Bob Mondello, who jokes that he was a jinx at the beginning of his critical career, "hired to write for every small paper in Washington, D.C., just as it was about to fold," saw that jink broken in 1984, when he came to NPR.

For more than a quarter-century, Mondello has reviewed movies and covered the arts for NPR News, seeing at least 250 films and 100 plays annually, then sharing critiques and commentaries about the most intriguing on NPR's award-winning newsmagazine All Things Considered. In 2005, he conceived and co-produced NPR's eight-part series "American Stages," exploring the history, reach, and accomplishments of the regional theater movement.

Mondello has also written about the arts for such diverse publications as USA Today, The Washington Post, and Preservation Magazine, as well as for commercial and public television stations. And he has been a lead theater critic for Washington City Paper, D.C.'s leading alternative weekly, since 1987.

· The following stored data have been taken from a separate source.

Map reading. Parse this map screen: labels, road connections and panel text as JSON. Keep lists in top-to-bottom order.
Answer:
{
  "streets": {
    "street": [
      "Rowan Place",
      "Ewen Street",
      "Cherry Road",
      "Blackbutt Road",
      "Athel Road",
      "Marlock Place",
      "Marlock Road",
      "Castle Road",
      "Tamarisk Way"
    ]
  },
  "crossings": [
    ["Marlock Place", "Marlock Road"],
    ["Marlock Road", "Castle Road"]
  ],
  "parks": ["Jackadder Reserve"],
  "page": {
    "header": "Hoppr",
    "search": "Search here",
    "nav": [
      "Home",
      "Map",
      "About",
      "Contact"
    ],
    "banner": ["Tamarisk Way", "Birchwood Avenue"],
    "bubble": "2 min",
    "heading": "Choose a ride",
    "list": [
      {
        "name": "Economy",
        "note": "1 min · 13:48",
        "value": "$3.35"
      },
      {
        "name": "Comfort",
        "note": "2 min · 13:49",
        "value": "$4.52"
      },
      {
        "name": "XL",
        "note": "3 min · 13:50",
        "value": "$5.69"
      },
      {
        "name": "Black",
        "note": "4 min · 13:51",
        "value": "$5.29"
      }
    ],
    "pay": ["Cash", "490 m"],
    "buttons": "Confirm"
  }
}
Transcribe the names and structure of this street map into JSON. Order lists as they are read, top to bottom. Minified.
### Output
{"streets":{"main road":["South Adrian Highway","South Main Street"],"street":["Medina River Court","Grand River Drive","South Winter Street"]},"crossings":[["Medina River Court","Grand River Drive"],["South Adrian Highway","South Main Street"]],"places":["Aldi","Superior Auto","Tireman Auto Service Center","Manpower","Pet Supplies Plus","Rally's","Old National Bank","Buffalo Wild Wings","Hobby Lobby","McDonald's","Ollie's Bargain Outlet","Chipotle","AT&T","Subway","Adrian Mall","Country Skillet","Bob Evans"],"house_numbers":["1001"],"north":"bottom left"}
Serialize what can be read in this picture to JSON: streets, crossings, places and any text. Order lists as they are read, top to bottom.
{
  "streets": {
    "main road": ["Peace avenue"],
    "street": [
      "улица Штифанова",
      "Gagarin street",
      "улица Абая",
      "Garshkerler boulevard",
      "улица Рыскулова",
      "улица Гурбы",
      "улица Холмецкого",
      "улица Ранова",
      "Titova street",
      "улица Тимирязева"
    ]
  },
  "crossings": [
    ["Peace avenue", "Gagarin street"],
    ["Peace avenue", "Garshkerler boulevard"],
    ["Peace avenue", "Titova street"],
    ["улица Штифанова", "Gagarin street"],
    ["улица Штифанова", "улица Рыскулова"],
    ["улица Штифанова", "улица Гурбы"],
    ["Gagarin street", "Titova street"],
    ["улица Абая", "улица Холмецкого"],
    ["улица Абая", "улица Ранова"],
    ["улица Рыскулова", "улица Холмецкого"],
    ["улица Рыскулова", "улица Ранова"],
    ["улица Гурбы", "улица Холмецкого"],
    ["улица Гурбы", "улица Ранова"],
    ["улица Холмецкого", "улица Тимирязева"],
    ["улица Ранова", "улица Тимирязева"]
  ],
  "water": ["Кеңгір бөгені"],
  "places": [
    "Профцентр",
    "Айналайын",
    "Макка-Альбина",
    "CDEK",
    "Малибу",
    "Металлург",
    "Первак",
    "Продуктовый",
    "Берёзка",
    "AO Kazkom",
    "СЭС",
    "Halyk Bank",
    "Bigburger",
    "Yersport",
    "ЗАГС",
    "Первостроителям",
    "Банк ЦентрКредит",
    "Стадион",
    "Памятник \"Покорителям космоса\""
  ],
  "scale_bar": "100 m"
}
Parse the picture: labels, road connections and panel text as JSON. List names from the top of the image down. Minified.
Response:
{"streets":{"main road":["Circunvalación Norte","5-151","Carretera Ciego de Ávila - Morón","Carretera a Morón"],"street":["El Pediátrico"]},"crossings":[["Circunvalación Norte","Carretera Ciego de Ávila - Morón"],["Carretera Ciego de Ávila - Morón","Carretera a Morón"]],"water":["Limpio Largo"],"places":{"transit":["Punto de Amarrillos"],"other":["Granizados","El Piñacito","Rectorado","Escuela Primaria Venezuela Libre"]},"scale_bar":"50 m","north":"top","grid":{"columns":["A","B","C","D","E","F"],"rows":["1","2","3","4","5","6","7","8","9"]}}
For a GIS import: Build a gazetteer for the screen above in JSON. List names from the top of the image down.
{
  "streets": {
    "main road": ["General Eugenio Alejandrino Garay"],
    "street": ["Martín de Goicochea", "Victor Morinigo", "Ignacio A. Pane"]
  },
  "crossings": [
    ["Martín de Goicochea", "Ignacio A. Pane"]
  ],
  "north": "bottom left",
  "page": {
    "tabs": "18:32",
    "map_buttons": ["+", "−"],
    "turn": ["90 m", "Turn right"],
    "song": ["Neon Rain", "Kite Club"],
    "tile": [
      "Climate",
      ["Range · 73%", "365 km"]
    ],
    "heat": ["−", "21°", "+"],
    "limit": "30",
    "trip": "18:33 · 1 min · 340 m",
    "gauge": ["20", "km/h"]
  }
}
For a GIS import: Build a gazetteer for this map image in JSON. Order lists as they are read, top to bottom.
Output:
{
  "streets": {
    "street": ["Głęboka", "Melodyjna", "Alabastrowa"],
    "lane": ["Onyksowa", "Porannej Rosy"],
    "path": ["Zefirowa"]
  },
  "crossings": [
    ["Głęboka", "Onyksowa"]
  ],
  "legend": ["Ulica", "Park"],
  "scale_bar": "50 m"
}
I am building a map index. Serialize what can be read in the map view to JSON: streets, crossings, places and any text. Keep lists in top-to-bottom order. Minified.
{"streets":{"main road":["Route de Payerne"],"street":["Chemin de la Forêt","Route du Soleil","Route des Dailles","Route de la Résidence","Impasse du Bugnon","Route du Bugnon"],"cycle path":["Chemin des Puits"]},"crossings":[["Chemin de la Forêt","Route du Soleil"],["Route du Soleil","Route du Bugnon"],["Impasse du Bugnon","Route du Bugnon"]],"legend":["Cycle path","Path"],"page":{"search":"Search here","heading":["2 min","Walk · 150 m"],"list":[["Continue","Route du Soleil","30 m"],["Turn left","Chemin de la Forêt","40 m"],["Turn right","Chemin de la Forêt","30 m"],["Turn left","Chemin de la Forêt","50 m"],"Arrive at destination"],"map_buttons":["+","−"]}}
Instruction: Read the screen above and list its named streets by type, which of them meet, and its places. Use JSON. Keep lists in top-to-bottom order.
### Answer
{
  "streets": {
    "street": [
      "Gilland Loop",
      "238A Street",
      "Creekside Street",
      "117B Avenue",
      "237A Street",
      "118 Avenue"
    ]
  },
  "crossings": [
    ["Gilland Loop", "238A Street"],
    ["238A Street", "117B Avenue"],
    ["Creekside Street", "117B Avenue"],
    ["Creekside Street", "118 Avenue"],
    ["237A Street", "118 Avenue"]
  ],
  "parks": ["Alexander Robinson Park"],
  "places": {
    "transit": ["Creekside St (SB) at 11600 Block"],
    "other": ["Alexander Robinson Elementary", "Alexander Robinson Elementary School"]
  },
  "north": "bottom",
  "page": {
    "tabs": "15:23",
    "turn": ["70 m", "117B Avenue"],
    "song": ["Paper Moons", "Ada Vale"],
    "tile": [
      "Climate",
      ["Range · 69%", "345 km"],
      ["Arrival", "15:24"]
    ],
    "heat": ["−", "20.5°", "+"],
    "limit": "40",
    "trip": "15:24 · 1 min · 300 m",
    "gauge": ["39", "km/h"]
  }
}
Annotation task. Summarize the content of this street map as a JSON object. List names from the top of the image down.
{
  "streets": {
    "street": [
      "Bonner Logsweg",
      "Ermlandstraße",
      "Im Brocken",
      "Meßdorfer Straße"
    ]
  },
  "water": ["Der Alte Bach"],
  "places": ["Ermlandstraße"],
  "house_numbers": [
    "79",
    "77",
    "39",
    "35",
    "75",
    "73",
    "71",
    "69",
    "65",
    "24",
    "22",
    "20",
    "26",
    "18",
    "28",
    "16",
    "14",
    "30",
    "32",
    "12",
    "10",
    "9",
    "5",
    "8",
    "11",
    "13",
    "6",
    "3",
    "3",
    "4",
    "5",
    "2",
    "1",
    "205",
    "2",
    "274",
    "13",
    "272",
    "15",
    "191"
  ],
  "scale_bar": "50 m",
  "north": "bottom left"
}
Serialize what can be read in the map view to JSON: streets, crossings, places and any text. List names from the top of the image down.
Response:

Before becoming a professional critic, Mondello spent more than a decade in entertainment advertising, working in public relations for a chain of movie theaters, where he learned the ins and outs of the film industry, and for an independent repertory theater, where he reveled in film history.

Asked what NPR pieces he's proudest of, he points to commentaries on silent films – a bit of a trick on radio – and cultural features he's produced from Argentina, where he and his partner have a second home. An avid traveler, Mondello even spends his vacations watching movies and plays in other countries. "I see as many movies in a year," he says. "As most people see in a lifetime."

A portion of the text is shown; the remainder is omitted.